The Gender Gap in Degree Attainments Among African Americans

A new report from the U.S. Department of Education offers data on degrees earned during the 2016-17 academic year at Title IV institutions. Title IV educational institutions are those that have qualified to participate in federal financial aid programs for postsecondary education.

Last we JBHE reported that in the 2016-17 academic year, African Americans earned 349,040 degree awards from four-year Title IV institutions.
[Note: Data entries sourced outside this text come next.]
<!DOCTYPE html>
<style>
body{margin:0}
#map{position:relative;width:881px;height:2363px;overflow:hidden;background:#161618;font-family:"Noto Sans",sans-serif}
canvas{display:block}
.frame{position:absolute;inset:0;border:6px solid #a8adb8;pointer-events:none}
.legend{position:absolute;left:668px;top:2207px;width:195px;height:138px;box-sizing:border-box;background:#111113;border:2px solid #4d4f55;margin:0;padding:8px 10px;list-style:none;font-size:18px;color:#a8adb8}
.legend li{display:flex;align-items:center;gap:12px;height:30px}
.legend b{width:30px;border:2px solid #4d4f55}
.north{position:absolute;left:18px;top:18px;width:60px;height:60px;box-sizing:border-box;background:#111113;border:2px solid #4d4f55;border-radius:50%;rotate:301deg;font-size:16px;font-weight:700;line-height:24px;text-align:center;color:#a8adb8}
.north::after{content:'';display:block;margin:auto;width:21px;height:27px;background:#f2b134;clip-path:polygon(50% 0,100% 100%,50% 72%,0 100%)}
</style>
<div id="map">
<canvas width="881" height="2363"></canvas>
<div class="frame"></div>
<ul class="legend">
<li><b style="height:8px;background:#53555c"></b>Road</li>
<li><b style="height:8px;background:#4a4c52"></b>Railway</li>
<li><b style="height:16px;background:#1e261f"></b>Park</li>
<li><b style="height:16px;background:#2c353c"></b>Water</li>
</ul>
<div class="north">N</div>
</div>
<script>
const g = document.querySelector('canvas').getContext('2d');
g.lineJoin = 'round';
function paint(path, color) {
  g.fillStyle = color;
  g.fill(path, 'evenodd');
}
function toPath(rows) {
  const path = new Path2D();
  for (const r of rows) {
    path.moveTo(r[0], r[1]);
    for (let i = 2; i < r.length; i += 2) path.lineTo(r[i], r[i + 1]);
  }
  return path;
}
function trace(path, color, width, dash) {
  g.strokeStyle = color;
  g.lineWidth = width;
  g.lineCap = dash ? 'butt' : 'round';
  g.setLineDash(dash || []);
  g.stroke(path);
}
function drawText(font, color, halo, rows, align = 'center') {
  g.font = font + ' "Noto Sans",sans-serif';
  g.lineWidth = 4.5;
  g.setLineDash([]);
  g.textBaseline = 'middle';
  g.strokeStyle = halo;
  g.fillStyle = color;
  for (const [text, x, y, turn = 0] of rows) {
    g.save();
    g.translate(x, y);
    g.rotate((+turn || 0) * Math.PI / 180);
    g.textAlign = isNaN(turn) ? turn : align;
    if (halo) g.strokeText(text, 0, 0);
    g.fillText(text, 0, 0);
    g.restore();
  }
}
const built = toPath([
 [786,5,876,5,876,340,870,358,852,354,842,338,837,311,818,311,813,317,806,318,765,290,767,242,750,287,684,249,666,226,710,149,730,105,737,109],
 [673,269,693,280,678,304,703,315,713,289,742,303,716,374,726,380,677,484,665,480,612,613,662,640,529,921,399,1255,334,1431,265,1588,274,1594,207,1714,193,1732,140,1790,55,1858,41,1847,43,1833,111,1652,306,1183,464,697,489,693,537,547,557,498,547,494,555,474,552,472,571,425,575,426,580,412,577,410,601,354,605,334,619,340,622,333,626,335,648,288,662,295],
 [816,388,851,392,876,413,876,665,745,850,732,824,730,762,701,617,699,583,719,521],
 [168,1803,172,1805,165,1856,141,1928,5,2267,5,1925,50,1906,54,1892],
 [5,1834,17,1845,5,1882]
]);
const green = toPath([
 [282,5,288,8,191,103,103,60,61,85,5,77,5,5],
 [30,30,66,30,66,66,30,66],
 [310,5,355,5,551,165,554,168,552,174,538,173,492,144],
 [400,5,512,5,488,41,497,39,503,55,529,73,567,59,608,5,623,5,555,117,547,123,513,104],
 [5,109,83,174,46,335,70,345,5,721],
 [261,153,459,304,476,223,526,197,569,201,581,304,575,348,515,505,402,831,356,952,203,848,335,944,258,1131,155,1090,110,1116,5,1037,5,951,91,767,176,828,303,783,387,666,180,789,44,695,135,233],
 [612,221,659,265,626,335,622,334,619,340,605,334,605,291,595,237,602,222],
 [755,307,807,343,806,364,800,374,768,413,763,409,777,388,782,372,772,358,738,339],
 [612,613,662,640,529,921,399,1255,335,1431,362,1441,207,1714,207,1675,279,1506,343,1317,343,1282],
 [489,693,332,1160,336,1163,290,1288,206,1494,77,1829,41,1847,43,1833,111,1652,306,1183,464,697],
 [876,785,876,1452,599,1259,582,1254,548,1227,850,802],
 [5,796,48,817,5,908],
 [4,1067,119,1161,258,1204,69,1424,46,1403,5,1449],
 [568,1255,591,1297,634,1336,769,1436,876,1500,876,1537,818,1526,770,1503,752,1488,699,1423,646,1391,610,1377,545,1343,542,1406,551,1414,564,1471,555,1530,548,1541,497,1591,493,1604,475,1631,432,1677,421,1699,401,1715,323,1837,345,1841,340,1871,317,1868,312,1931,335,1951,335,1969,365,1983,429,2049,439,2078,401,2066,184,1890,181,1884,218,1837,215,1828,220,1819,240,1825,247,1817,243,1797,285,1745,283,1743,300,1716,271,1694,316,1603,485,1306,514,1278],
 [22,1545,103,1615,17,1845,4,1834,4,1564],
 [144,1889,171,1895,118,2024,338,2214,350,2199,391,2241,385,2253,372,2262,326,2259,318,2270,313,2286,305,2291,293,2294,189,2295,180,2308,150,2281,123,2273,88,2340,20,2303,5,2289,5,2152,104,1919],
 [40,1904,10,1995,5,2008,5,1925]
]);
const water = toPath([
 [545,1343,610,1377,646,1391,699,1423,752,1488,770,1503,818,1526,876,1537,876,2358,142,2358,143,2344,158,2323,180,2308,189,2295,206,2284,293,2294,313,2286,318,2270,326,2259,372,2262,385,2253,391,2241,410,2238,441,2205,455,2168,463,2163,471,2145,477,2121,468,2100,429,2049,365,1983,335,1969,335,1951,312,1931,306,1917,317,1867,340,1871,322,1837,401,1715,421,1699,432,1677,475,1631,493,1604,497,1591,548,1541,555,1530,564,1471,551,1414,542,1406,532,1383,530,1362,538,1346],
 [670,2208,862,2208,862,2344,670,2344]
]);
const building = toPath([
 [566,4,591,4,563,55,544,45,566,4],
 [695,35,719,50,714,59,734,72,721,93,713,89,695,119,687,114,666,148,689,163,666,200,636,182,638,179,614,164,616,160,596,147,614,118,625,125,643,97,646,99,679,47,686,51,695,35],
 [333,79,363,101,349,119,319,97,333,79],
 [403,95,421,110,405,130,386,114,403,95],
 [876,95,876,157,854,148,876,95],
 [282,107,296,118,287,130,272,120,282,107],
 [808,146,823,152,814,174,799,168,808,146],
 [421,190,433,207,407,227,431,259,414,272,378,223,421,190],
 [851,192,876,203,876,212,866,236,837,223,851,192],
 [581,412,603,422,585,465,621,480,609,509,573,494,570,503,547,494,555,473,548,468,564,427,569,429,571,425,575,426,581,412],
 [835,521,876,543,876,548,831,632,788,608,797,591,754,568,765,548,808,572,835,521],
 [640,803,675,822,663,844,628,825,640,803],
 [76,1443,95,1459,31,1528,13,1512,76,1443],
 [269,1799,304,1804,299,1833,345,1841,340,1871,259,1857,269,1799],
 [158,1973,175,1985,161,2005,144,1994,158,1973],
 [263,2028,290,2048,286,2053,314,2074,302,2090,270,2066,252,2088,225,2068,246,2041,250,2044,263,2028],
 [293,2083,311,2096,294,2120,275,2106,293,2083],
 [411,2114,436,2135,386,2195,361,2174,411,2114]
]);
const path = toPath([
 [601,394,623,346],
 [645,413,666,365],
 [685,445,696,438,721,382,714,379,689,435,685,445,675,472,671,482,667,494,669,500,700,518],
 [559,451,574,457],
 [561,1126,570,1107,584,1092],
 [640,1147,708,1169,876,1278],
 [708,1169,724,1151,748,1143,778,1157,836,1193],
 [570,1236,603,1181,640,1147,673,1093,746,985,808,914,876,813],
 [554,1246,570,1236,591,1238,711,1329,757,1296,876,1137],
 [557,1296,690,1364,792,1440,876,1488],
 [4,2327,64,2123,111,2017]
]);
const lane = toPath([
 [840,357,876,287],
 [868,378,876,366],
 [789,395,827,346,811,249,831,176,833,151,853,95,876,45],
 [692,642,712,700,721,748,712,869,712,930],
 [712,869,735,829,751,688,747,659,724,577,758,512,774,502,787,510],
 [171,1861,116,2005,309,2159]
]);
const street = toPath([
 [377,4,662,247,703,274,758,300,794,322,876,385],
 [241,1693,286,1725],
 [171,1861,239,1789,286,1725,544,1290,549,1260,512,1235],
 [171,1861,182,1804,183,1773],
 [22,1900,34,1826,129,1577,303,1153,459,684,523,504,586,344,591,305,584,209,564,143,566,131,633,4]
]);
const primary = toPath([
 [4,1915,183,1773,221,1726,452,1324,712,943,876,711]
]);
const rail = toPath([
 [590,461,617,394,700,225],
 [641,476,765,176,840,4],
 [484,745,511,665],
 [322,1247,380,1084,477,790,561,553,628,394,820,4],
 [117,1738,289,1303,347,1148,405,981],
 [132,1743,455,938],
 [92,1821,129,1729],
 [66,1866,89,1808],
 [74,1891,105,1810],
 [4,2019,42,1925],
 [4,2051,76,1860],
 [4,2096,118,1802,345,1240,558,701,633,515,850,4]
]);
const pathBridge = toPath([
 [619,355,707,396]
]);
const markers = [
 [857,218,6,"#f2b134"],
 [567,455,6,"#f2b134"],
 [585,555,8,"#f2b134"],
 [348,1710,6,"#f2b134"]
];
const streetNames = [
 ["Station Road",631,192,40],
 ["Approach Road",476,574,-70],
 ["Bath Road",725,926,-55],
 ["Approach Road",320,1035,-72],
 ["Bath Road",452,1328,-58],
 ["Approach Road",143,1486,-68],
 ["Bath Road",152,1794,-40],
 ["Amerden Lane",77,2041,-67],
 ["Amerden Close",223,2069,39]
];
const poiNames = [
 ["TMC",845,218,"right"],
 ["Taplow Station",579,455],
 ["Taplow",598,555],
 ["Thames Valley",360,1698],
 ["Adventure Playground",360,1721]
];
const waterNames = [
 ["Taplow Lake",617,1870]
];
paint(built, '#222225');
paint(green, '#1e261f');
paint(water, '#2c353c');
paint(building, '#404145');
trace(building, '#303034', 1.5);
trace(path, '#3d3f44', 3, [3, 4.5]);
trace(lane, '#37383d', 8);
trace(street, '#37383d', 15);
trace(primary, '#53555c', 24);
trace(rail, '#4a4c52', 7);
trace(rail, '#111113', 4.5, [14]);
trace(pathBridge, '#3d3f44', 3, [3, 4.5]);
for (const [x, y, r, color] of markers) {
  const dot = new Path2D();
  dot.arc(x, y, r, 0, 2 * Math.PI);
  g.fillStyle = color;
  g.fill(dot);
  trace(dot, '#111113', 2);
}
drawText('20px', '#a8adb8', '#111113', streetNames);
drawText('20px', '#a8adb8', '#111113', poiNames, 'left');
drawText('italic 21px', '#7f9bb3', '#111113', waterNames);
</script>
They accounted for 10.2 percent of all degrees awarded that year.

There is a major gender gap in degree awards among African Americans. African American women earned 83,679 associate’s degrees during the 2016-17 academic year. This was 66.9 percent of all associate’s degrees earned by Blacks.

Blacks men did slightly better in bachelor’s degree awards. However, Black women earned 64.1 percent of all bachelor’s degrees awarded to African Americans.

In master’s degree awards, Black women earned 58,054 degrees, compared to just 24,818 for Black men. Thus, Black women earned 70.1 percent of all master’s degrees awarded to African Americans.

Black women earned 68.4 percent of all research doctorates awarded to African Americans and 64.5 percent of all professional practice doctorate awarded to African Americans.

The full report, Postsecondary Institutions and Cost of Attendance in 2017-18; Degrees and Other Awards Conferred: 2016-17; and 12-Month Enrollment: 2016-17: First Look (Provisional Data), may be downloaded here.